Böckenförde was advised against publishing the article for fear of the damage it might do to a promising academic career. He did so anyway, in the pages of the influential German Catholic monthly Hochland. In the words of a contemporary, it produced a real hornets’ nest. “German Catholicism in 1933” drew instant international attention, and an English translation was rushed into print in the American Catholic journal Cross Currents. In Germany it provoked Catholic authorities to establish the Kommission für Zeitgeschichte (Commission for Contemporary History) to oversee publication of documents and scholarly research into the whole era of the two world wars and the dictatorship.

In the event, the brash young scholar did not get stung. Böckenförde, born in 1930 and now eighty-seven years old, went on to have a long and distinguished career as a scholar, judge, and respected public intellectual.

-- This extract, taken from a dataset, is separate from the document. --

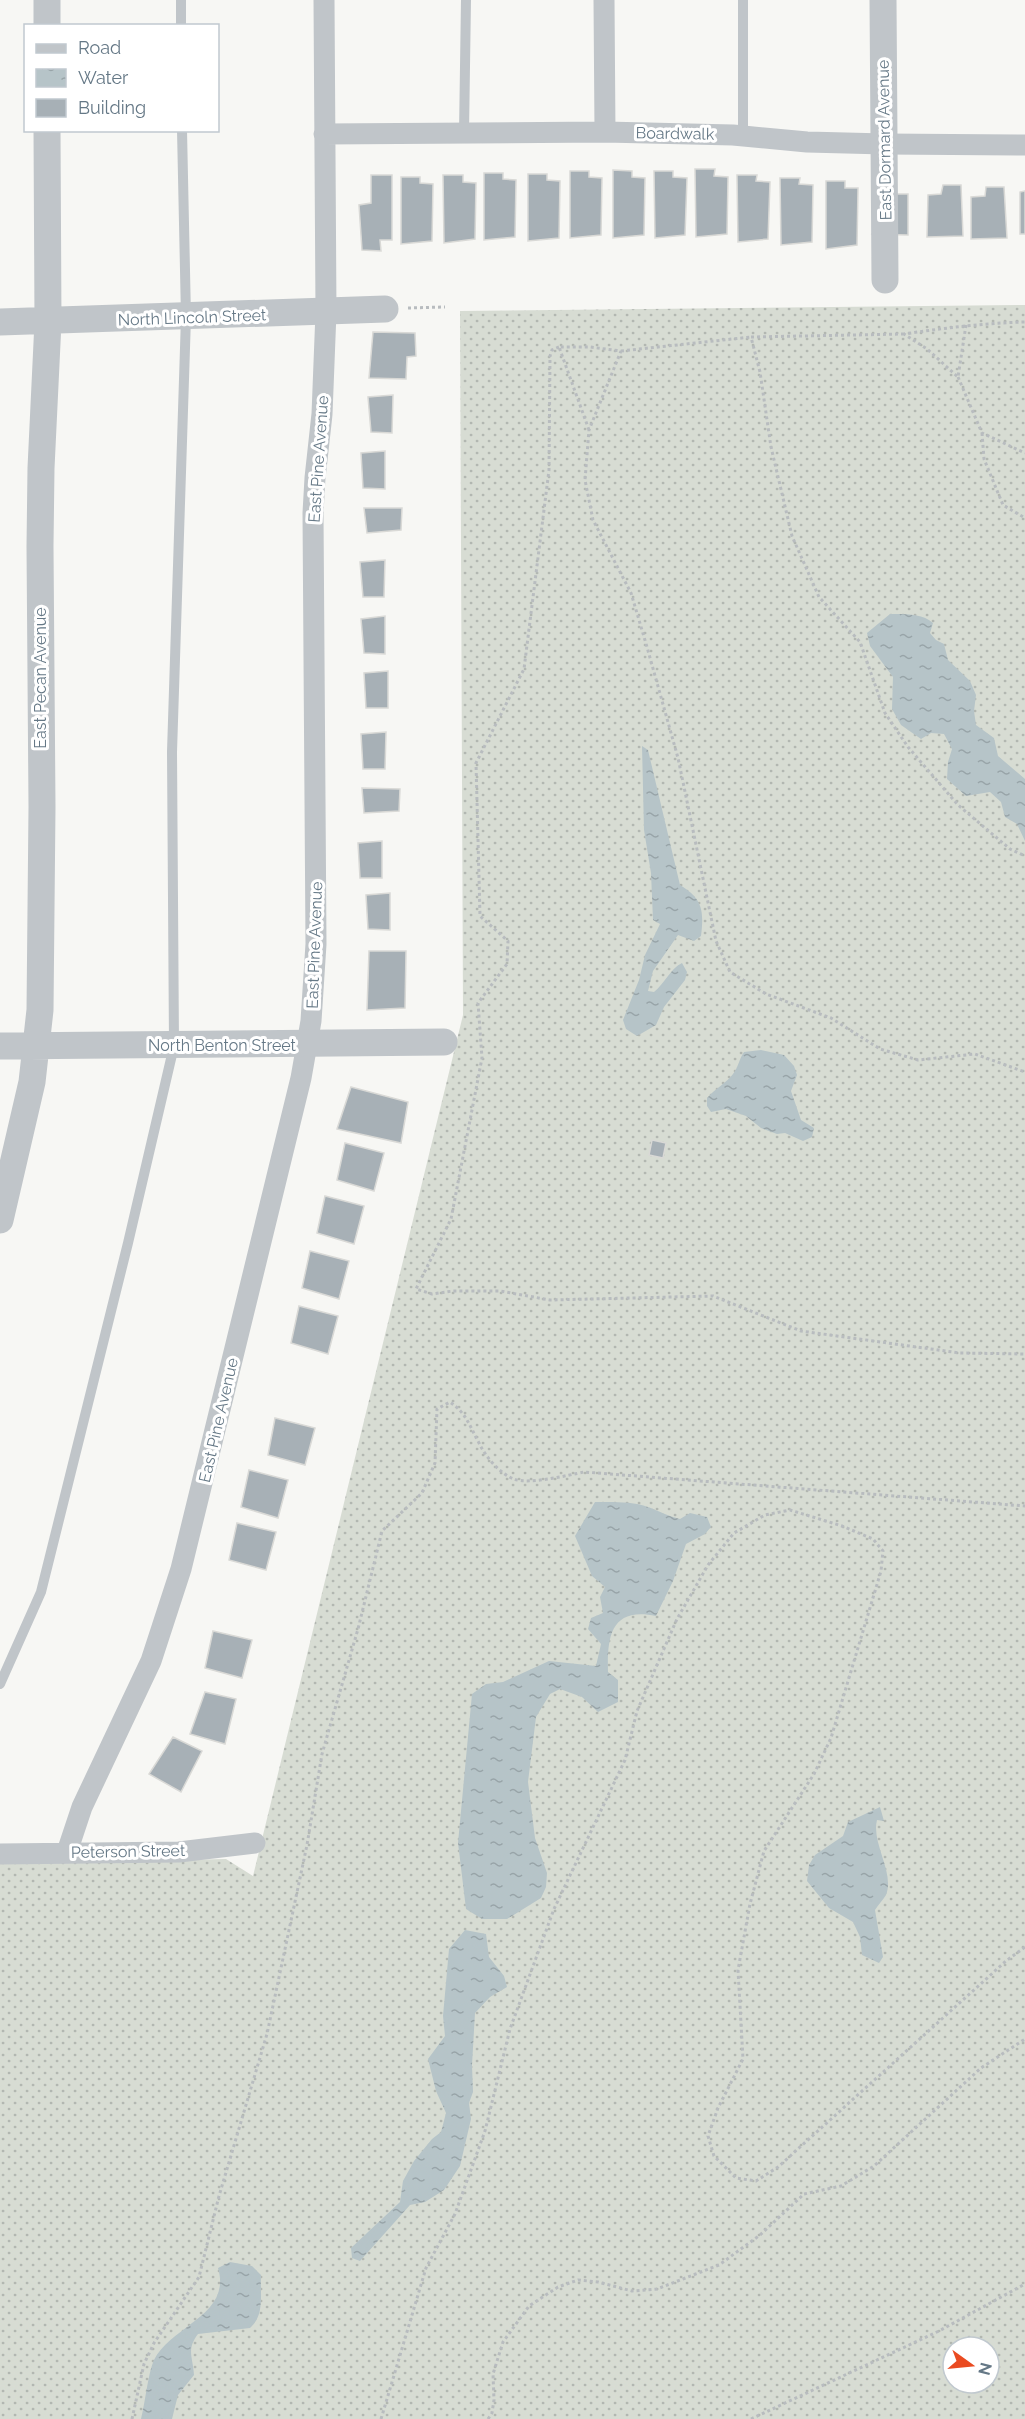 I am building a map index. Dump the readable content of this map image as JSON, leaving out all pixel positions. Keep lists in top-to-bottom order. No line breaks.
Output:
{"streets":{"street":["Boardwalk","East Dormard Avenue","North Lincoln Street","East Pine Avenue","East Pecan Avenue","North Benton Street","Peterson Street"]},"crossings":[["Boardwalk","East Dormard Avenue"],["Boardwalk","East Pine Avenue"],["North Lincoln Street","East Pine Avenue"],["North Lincoln Street","East Pecan Avenue"],["East Pine Avenue","North Benton Street"],["East Pine Avenue","Peterson Street"],["East Pecan Avenue","North Benton Street"]],"legend":["Road","Water","Building"],"north":"right"}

The highlight of his career was his term as a judge on the Constitutional Court of the Federal Republic. (Judges serve for limited terms, an admirable practice that Americans must envy, since our extreme polarization—and litigiousness—make lifetime appointments to the Supreme Court so apocalyptically decisive that all other political considerations are cast to the side in presidential elections.) Böckenförde’s term (1983–1996) coincided with German unification and saw landmark decisions on abortion and citizenship, the first necessitated by the need to reconcile lax East German abortion law with West German prohibition, the latter by the early onset of anxiety over the prospect of European unification and open borders.

Böckenförde is also a Roman Catholic and one of Germany’s most prominent Catholic lay intellectuals, but he is not well known in the English-speaking world. That is about to change with the publication by Oxford University Press of two volumes of his papers and articles. I believe that American Catholics may find him a stimulating voice that bridges some of the current divisions in our church and our politics, especially where the neuralgic subject of law and religion is concerned. 

 

Let me begin with a comparison with Judge John T. Noonan Jr., who passed away in April at the age of ninety. Noonan was a figure of truly exceptional stature, with original and substantive books and articles on a host of important subjects. Born only four years apart, he and Böckenförde have a great deal in common. Both were law professors and federal judges, possessed of a keen commitment to history’s importance in illuminating both law and religious doctrine and practice. Both enjoyed standing as Catholic laymen whose independent voices were respected (though not always endorsed) by Catholic authorities. Both were passionately loyal to the way their respective countries have dealt with the place of Catholicism and religion in general in a pluralistic liberal democracy. Both took principled and independent stands preserving the integrity of the law, while at the same time defending the institutional life and public involvement of the Catholic Church (and of course of other religious bodies). Both denied that the state can impose a worldview on its citizens. At the same time, both doubted that law could function without some sort of basis in morality, though they construed the relationship in very different ways.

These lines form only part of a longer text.